#### Exercise requirements:
From the records below, take each line where the string "stroke" shows up and copy it.

#### Entries shown:
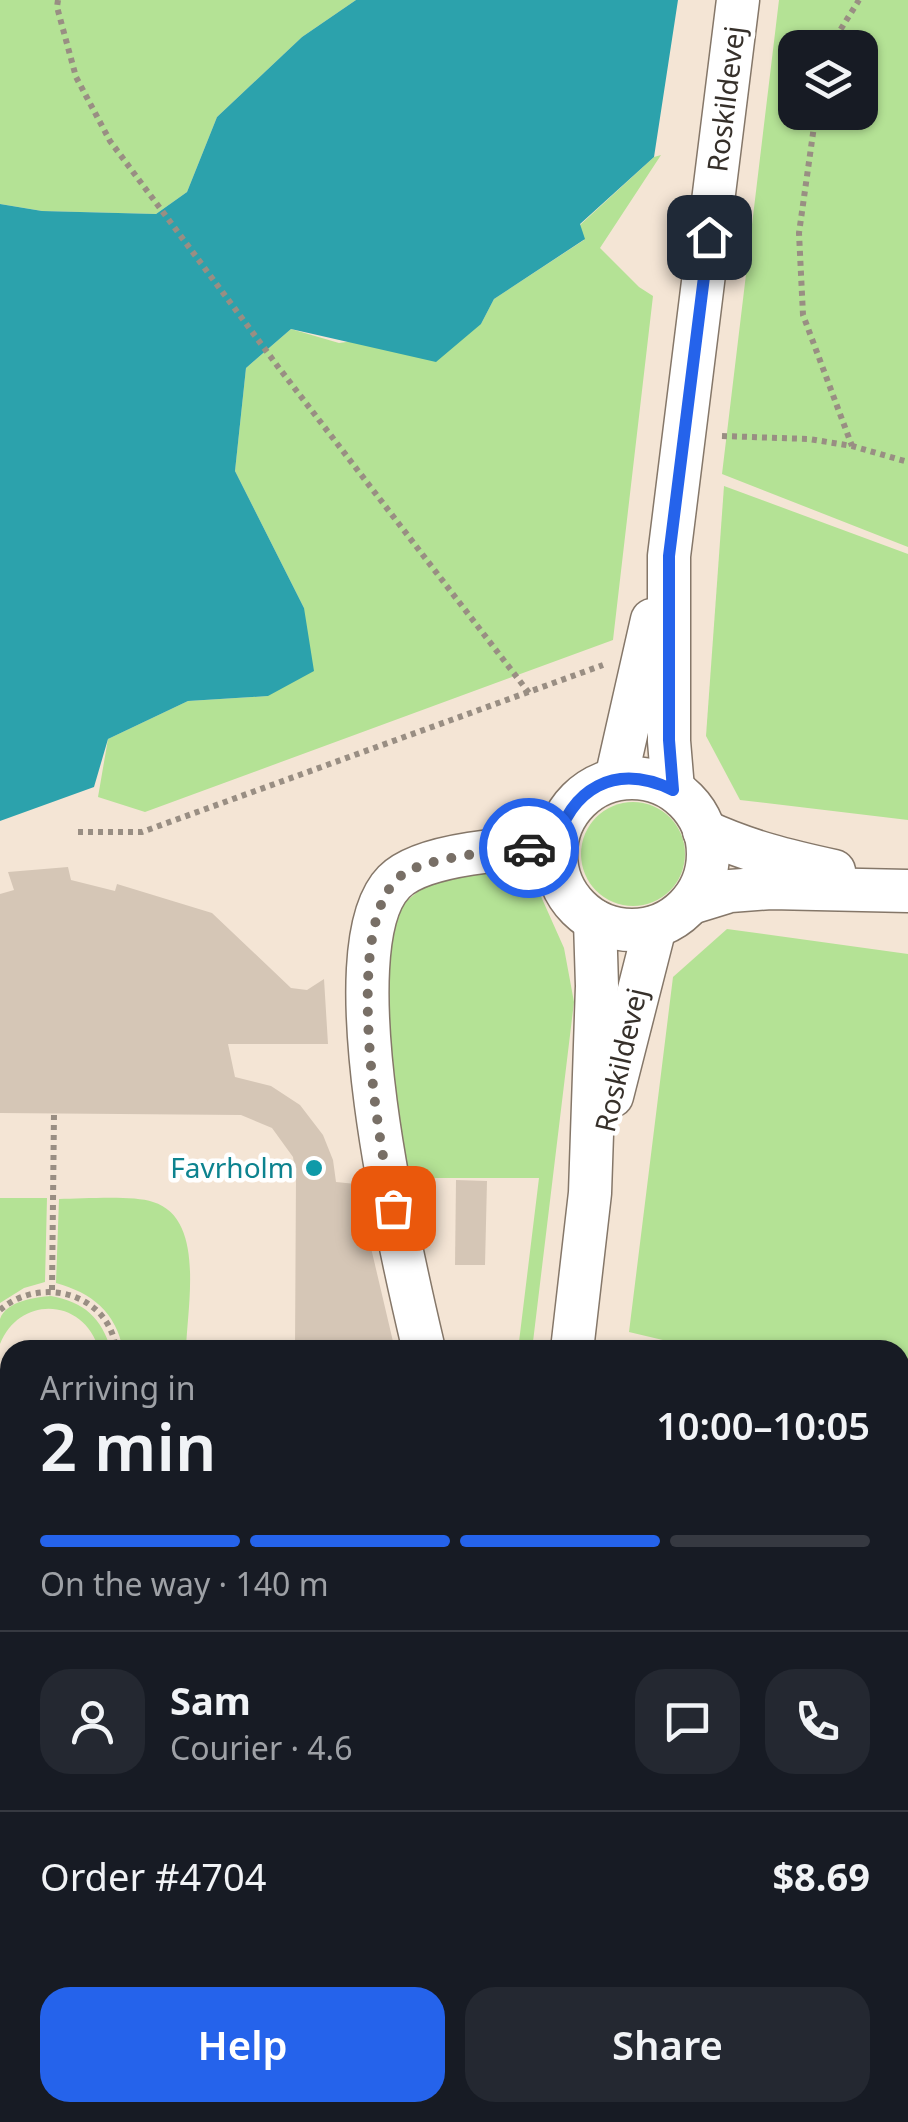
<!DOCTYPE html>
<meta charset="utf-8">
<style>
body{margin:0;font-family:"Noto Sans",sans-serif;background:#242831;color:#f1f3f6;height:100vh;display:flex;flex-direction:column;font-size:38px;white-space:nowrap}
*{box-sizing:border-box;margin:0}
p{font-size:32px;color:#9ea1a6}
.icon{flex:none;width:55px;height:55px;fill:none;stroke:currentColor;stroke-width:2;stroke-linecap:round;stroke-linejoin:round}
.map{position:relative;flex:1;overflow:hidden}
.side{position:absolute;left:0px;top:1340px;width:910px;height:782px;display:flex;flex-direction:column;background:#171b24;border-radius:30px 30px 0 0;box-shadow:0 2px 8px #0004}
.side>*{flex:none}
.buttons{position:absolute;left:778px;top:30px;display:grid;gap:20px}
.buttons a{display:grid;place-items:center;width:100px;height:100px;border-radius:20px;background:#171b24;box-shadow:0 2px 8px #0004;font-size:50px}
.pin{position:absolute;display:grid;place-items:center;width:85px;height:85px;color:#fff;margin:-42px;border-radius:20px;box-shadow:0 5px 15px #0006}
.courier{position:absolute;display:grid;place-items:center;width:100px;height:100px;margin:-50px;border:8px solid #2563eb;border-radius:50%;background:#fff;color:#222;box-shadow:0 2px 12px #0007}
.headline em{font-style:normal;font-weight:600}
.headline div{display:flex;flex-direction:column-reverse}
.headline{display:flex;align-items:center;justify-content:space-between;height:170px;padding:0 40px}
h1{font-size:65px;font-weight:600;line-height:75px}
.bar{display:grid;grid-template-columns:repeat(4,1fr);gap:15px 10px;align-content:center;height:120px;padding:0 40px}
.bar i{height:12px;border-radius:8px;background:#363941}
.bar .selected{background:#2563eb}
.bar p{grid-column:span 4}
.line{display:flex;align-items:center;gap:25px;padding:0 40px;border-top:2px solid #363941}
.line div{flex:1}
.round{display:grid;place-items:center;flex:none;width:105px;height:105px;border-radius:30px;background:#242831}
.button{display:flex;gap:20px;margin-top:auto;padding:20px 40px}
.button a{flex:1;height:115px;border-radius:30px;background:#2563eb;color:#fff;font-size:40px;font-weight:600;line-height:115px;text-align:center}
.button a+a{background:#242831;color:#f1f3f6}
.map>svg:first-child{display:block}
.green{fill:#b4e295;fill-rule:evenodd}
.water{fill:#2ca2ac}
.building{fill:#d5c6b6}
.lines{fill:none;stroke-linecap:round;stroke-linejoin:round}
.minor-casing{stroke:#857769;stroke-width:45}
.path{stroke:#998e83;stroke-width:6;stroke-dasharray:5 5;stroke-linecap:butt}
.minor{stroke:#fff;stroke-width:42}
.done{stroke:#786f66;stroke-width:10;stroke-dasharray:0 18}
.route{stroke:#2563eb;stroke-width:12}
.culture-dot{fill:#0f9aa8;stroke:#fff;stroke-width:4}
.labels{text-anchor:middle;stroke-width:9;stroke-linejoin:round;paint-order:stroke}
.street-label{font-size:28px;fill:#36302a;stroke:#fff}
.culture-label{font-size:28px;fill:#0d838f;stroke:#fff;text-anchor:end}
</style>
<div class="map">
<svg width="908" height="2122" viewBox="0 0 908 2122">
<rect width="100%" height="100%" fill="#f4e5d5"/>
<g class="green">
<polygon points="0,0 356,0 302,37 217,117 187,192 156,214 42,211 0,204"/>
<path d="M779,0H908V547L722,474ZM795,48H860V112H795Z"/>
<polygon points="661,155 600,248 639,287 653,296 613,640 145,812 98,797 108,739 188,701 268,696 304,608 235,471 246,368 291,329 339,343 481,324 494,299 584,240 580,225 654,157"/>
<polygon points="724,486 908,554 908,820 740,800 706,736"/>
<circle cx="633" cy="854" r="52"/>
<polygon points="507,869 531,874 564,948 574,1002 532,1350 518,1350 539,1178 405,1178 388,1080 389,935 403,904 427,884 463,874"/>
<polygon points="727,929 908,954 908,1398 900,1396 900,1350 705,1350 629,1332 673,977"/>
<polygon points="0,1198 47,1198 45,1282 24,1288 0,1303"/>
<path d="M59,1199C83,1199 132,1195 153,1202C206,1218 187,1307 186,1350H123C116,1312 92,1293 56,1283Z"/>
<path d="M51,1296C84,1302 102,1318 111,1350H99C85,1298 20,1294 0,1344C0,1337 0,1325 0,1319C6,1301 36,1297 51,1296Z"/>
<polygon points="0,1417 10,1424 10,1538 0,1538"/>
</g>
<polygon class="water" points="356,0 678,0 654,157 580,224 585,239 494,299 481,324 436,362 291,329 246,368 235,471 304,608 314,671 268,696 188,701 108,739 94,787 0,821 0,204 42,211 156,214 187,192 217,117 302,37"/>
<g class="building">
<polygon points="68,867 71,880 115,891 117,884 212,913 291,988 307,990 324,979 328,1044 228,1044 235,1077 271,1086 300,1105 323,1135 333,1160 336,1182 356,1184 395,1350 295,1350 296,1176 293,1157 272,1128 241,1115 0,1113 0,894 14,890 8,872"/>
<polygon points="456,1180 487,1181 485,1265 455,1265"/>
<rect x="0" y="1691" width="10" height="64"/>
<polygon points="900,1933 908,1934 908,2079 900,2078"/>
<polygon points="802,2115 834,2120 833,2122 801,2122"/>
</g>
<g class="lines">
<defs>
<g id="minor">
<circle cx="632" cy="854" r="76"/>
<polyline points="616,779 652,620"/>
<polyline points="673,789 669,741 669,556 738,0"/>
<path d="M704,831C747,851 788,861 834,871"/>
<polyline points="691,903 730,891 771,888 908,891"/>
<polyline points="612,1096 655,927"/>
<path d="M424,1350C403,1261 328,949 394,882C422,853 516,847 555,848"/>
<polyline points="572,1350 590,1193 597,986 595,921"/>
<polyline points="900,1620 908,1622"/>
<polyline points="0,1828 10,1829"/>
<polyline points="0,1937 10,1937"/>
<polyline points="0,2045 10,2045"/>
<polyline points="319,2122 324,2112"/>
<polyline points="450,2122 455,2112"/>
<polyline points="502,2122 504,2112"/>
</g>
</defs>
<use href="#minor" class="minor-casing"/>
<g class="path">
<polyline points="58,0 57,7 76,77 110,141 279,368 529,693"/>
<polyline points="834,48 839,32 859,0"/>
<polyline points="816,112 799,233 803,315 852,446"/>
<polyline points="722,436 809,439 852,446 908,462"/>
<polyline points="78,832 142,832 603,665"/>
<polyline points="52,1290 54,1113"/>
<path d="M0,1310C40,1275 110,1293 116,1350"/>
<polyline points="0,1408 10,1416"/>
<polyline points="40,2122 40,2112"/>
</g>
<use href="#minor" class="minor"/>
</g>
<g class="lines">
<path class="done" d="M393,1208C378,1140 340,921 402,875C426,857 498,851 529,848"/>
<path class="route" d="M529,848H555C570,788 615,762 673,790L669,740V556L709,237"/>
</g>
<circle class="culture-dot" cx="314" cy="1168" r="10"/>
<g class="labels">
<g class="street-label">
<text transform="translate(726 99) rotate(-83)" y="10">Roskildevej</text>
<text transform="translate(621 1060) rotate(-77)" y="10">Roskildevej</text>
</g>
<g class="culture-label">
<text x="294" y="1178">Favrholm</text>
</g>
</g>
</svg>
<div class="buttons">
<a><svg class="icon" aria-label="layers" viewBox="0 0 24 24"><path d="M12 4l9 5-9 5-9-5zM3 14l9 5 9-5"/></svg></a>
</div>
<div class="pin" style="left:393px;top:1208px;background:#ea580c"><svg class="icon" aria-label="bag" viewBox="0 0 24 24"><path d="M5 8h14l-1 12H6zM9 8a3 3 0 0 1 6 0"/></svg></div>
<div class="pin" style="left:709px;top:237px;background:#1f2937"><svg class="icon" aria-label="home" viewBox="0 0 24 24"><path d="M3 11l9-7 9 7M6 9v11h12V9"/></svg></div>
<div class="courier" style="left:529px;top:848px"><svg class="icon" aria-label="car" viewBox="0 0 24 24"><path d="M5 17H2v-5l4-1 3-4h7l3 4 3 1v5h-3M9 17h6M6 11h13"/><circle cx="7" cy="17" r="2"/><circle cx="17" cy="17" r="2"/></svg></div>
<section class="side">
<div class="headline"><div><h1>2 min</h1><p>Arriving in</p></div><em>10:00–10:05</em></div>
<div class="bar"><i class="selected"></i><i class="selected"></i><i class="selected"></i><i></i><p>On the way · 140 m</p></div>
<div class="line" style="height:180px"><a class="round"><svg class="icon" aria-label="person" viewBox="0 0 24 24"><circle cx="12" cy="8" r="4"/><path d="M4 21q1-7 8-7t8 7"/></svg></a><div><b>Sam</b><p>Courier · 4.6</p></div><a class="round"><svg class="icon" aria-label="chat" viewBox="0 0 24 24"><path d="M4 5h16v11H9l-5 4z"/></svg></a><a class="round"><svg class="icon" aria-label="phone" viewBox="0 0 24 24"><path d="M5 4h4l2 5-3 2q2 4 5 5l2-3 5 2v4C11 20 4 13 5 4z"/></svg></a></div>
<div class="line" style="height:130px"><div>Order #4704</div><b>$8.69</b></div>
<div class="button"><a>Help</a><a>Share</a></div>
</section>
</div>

#### Exercise solution:
.icon{flex:none;width:55px;height:55px;fill:none;stroke:currentColor;stroke-width:2;stroke-linecap:round;stroke-linejoin:round}
.lines{fill:none;stroke-linecap:round;stroke-linejoin:round}
.minor-casing{stroke:#857769;stroke-width:45}
.path{stroke:#998e83;stroke-width:6;stroke-dasharray:5 5;stroke-linecap:butt}
.minor{stroke:#fff;stroke-width:42}
.done{stroke:#786f66;stroke-width:10;stroke-dasharray:0 18}
.route{stroke:#2563eb;stroke-width:12}
.culture-dot{fill:#0f9aa8;stroke:#fff;stroke-width:4}
.labels{text-anchor:middle;stroke-width:9;stroke-linejoin:round;paint-order:stroke}
.street-label{font-size:28px;fill:#36302a;stroke:#fff}
.culture-label{font-size:28px;fill:#0d838f;stroke:#fff;text-anchor:end}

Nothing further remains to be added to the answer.